OSLO (Reuters) – Tunisian President Moncef Marzouki, alleged WikiLeaks whistleblower Bradley Manning, and former U.S. President Bill Clinton may be among the hundreds of nominees for the 2012 Nobel Peace Prize, rights activists say.
The list of nominees, which is now officially closed for this year, is secret and Nobel officials would not comment on its contents. But experts have begun speculating about who is on the list and some people eligible to nominate candidates have publicised their suggestions. The committee added the final names for consideration on Friday.
“It could well be that they look to Tunisia,” veteran Nobel-watcher Jan Egeland, European director of Human Rights Watch, said on Monday after the five-member Norwegian Nobel Committee said it was considering 231 names. “It’s the only shining success story of the Arab Spring so far.”
Marzouki, a human rights activist who became Tunisian president in December, “would symbolise the whole peaceful transition from authoritarian repression to democracy,” said Egeland.
Other known candidates are former German Chancellor Helmut Kohl, the architect of Germany’s post-war reunification, as well as the European Union itself.
The wave of protests that came to be known as the Arab Spring began in Tunisia and swept across Egypt, Libya, Yemen and most recently Syria, where President Bashar al-Assad has cracked down ferociously on his opponents.
The protests got a nod from the Nobel committee in 2011, when Yemeni protest leader Tawakkol Karman shared the prize with Liberian President Ellen Johnsen Sirleaf and Liberian peace activist Leymah Gbowee.
Egeland said the Arab freedom drive remained the world’s most acute conflict and was far from exhausted as a Nobel theme. Earlier this month, Marzouki called on Syria’s Assad to give up power and embrace “a democratic transition”.
Among the 231 nominees are 43 organisations, said Geir Lundestad, executive secretary to the Norwegian Nobel Committee.
“Many of them (nominees) have been nominated for years in a row, but there are also some newcomers,” he told Reuters.
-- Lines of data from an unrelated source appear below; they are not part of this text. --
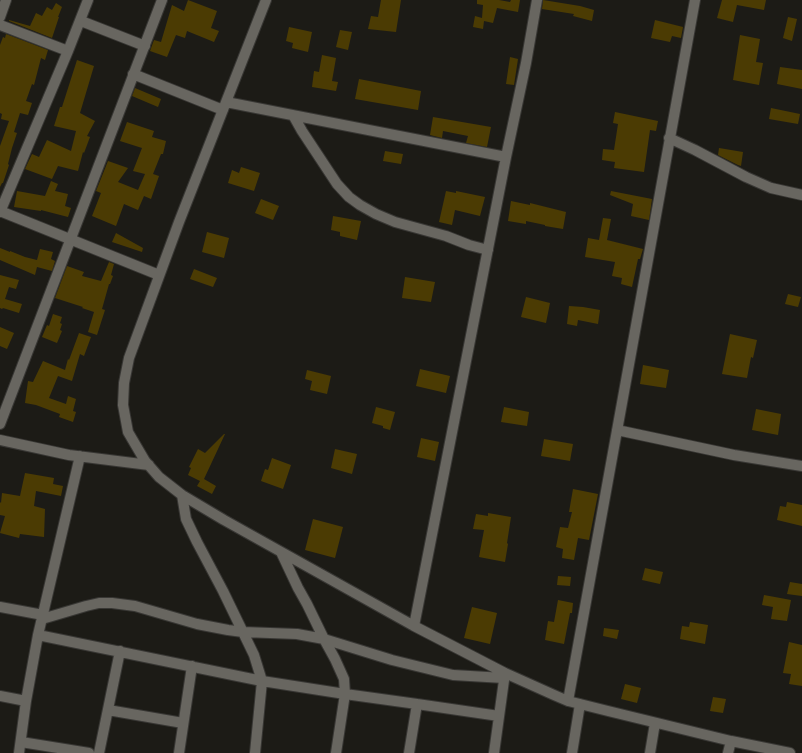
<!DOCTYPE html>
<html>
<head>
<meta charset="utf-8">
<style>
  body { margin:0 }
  canvas { display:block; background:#1c1b16 }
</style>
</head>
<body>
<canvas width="802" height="753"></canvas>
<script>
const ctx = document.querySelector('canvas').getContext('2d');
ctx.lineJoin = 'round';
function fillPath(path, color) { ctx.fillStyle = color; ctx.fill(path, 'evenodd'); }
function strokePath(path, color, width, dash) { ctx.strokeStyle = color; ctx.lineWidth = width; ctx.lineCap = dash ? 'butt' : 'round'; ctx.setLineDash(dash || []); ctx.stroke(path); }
fillPath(new Path2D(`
  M 188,0 L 217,11 L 211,28 L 219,31 L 214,42 L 187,31 L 185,38 L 176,35 L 167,57 L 150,51 L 154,40 L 161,42 L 172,5 L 184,11 Z
  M 381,0 L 401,0 L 396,32 L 368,29 L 371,16 L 378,17 Z
  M 477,0 L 499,0 L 510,2 L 511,0 L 520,0 L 518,12 L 497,8 L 493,23 L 484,21 L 483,29 L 473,27 L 475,16 L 482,18 L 483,5 L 477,4 Z
  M 543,0 L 580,6 L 594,10 L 592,21 L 573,16 L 574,14 L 542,9 Z
  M 722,0 L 766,0 L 764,10 L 737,5 L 733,22 L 717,18 Z
  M 56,3 L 62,7 L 58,17 L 59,17 L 52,38 L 9,21 L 9,20 L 30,26 L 36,13 L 42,16 L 47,7 L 52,10 Z
  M 788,17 L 797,19 L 792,41 L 783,38 Z
  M 655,20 L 683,27 L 681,38 L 672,36 L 670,42 L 651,38 Z
  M 289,27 L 312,32 L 308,52 L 292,48 L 293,43 L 286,41 Z
  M 340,30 L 352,32 L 348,50 L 336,47 Z
  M 6,34 L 48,50 L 45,60 L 41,58 L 34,85 L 32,84 L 26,101 L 32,103 L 28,115 L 20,113 L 14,132 L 17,133 L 12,148 L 8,164 L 9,165 L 3,183 L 2,183 L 0,187 L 0,146 L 9,121 L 1,119 L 2,114 L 0,113 L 0,45 L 3,37 L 5,38 Z
  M 740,35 L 760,39 L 756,62 L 763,63 L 759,85 L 733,80 Z
  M 322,55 L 336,58 L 332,81 L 338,82 L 336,91 L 312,87 L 314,71 L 319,72 Z
  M 510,57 L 518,59 L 514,85 L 506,84 Z
  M 77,60 L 94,66 L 80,113 L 95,121 L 87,136 L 90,137 L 84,153 L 83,152 L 78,171 L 58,166 L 52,179 L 25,169 L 32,154 L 39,157 L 47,140 L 71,151 L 76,131 L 54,126 L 60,107 L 62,107 Z
  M 780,67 L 802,70 L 802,89 L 777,84 Z
  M 359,79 L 421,91 L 418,110 L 355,99 Z
  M 135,88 L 161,99 L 158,107 L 132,96 Z
  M 771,108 L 800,114 L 798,124 L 769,119 Z
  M 615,112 L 658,121 L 656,131 L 650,130 L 644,172 L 614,168 L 615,162 L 602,160 L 603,149 L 614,150 L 618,124 L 613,123 Z
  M 433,117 L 491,127 L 487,147 L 466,143 L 468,136 L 443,131 L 442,138 L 430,135 Z
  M 127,122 L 154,131 L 152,137 L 166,141 L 163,154 L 161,154 L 153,174 L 159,176 L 151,199 L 144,196 L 138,210 L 124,204 L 116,226 L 92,216 L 101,193 L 96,191 L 108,161 L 128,168 L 118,182 L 138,190 L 145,174 L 133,171 L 142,148 L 120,141 Z
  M 719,148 L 743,152 L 741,166 L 738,165 L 718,155 Z
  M 385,151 L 403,154 L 401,164 L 383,161 Z
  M 241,167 L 260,173 L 254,191 L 228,183 L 232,170 L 239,173 Z
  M 51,181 L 58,184 L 55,191 L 68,194 L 65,206 L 71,208 L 68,217 L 41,210 L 41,211 L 14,207 L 17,191 L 45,196 Z
  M 446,191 L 456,193 L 456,191 L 485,197 L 480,216 L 455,210 L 452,225 L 439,222 Z
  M 611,191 L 652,199 L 649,220 L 631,216 L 633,204 L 610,195 Z
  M 261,199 L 279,206 L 273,220 L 255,213 Z
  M 511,201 L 530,205 L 530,203 L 566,212 L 563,229 L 545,226 L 545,225 L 526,221 L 526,224 L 508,221 Z
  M 333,216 L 361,221 L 357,240 L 340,236 L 340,232 L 331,230 Z
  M 603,218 L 611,219 L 607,240 L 643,249 L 640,259 L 638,259 L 632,287 L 621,284 L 622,278 L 612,276 L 615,262 L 585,257 L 588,238 L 599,240 Z
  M 207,232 L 229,238 L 224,258 L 202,252 Z
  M 116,233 L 143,248 L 142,252 L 112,242 Z
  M 0,248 L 10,252 L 10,251 L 25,257 L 37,260 L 40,249 L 53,252 L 51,259 L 55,261 L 52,271 L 37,267 L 35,275 L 0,260 Z
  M 109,262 L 114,264 L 111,275 L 113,276 L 110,284 L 109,284 L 102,309 L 105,310 L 97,335 L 88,332 L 94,312 L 82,308 L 83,307 L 55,298 L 67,266 L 84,272 L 82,276 L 101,281 Z
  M 194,269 L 217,278 L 213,287 L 190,279 Z
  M 0,275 L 19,280 L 16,289 L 9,287 L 5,299 L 22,304 L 19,313 L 3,308 L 2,309 L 0,308 Z
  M 405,277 L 435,282 L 431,302 L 402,298 Z
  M 788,294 L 801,297 L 798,307 L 785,304 Z
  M 526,297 L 550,303 L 546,323 L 521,317 Z
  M 569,306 L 583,307 L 600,310 L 598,324 L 578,320 L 577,326 L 567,324 Z
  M 53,314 L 62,317 L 60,323 L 62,324 L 60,330 L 62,331 L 57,343 L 42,337 L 47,325 L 49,326 Z
  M 0,327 L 14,333 L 7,349 L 0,346 Z
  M 79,333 L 91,337 L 84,356 L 80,354 L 72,381 L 58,376 L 49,398 L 66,404 L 68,396 L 76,399 L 73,411 L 76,412 L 73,422 L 59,417 L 60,414 L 36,405 L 25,403 L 28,381 L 33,382 L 43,361 L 65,370 L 68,359 L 69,360 Z
  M 730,334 L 757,340 L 753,358 L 751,357 L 747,378 L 722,374 Z
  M 643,365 L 669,370 L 666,388 L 640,384 Z
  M 420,369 L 450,376 L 446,393 L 416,386 Z
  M 307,370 L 331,376 L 327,394 L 310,390 L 312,381 L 305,379 Z
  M 376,407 L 395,412 L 390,430 L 383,428 L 383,426 L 372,423 Z
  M 504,407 L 529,412 L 527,426 L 501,422 Z
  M 756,409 L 781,414 L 778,435 L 752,430 Z
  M 224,434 L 225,434 L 204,479 L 216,486 L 212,494 L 197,486 L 200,481 L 188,475 L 191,468 L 189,467 L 198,449 L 205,453 Z
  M 421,438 L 439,442 L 435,461 L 417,457 Z
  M 544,439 L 573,444 L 570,461 L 541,456 Z
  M 335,449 L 357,454 L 352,474 L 331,468 Z
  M 272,458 L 291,465 L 283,489 L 261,481 L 265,469 L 268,470 Z
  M 25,473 L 54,478 L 53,484 L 63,486 L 61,496 L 36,491 L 34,506 L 45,509 L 44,537 L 20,534 L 19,538 L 0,533 L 5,516 L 0,515 L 0,502 L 1,503 L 2,493 L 20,496 Z
  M 573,489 L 598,494 L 589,540 L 578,538 L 574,560 L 562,558 L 563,549 L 556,547 L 560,527 L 568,528 L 572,512 L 569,512 Z
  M 787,502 L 802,505 L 802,526 L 777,520 L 780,506 L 786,507 Z
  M 488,513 L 511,517 L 507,543 L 508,544 L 505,562 L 479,557 L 484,530 L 473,529 L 476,514 L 488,516 Z
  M 313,519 L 343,527 L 335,558 L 305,550 Z
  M 645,568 L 663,572 L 660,584 L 642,580 Z
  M 558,576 L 571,577 L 570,586 L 557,585 Z
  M 790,582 L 802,584 L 802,596 L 787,594 Z
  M 764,595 L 791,600 L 787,621 L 771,619 L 773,607 L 762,605 Z
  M 558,600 L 573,603 L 572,613 L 570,613 L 564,644 L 545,640 L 548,621 L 554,622 Z
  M 472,607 L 497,613 L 490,644 L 464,638 Z
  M 690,622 L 708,625 L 705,644 L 680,639 L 682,626 L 689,627 Z
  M 604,628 L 619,630 L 617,639 L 603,636 Z
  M 789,642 L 802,645 L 802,686 L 789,684 L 791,674 L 783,673 Z
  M 625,684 L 641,688 L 637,703 L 621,699 Z
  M 713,697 L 726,699 L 723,713 L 710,711 Z`), '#4b3b03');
const minor = new Path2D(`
  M 266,0 L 179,222 L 129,358 L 124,383 L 123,405 L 128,432 L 145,461 L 159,477 L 182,495 L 224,520 L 414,626 L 505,673 L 554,695 L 568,701 L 608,711 L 731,741 L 790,753
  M 0,17 L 6,0
  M 81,21 L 145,46
  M 0,25 L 68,51
  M 133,74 L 223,110
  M 226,102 L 506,157
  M 293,115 L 302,131 L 337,184 L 349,197 L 360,205 L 376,214 L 395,222 L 446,236 L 469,245 L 488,250
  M 669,138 L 695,150 L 746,177 L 771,188 L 802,195
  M 0,211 L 159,275
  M 0,212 L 68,51 L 88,0
  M 0,424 L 162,0
  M 617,430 L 734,455 L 802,466
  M 0,440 L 69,455 L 149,465
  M 182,495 L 186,519 L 197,542 L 223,591 L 254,655 L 262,681 L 255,753
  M 281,552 L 298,588 L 307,604 L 324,639 L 335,659 L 344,679 L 345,694 L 336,753
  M 0,607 L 43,615
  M 42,619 L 86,606 L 99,603 L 112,603 L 135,606 L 197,624 L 228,630 L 243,632 L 297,634 L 324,639 L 392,660 L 453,675 L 504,678
  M 414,626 L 506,157 L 526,63 L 537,0
  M 38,635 L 262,681 L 345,694 L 417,704 L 499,716
  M 0,696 L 26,701
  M 568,701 L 695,0
  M 108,710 L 183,723
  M 21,742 L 89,753
  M 19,753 L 26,701 L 38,635 L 80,456
  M 99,753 L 120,651
  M 179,753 L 192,666
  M 409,753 L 417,704
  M 494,753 L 505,673
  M 572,753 L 580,704
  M 650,753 L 655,723
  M 728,753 L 731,741`);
strokePath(minor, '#383734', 12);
strokePath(minor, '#686660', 10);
</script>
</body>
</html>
Last year’s nomination list, the largest ever, consisted of 241 people and organisations.
The winner is announced in October every year, and receives the prize at a ceremony on Dec 10.
Kristian Berg Harpviken, director of the Peace Research Institute of Oslo and one of the individuals eligible to nominate candidates, has released a short list of those names he had submitted. It is headed by Gene Sharp, a U.S. writer and philosopher who has long advocated non-violent action for social justice.
Sharp is a known 2012 nominee, as is Harpviken’s second choice: the Russian human rights organisation Memorial and its co-founder, Svetlana Gannushkina.
Also nominated is Denis Mukwege, a gynaecologist who has treated thousands of women raped by militia fighters in the Democratic Republic of Congo.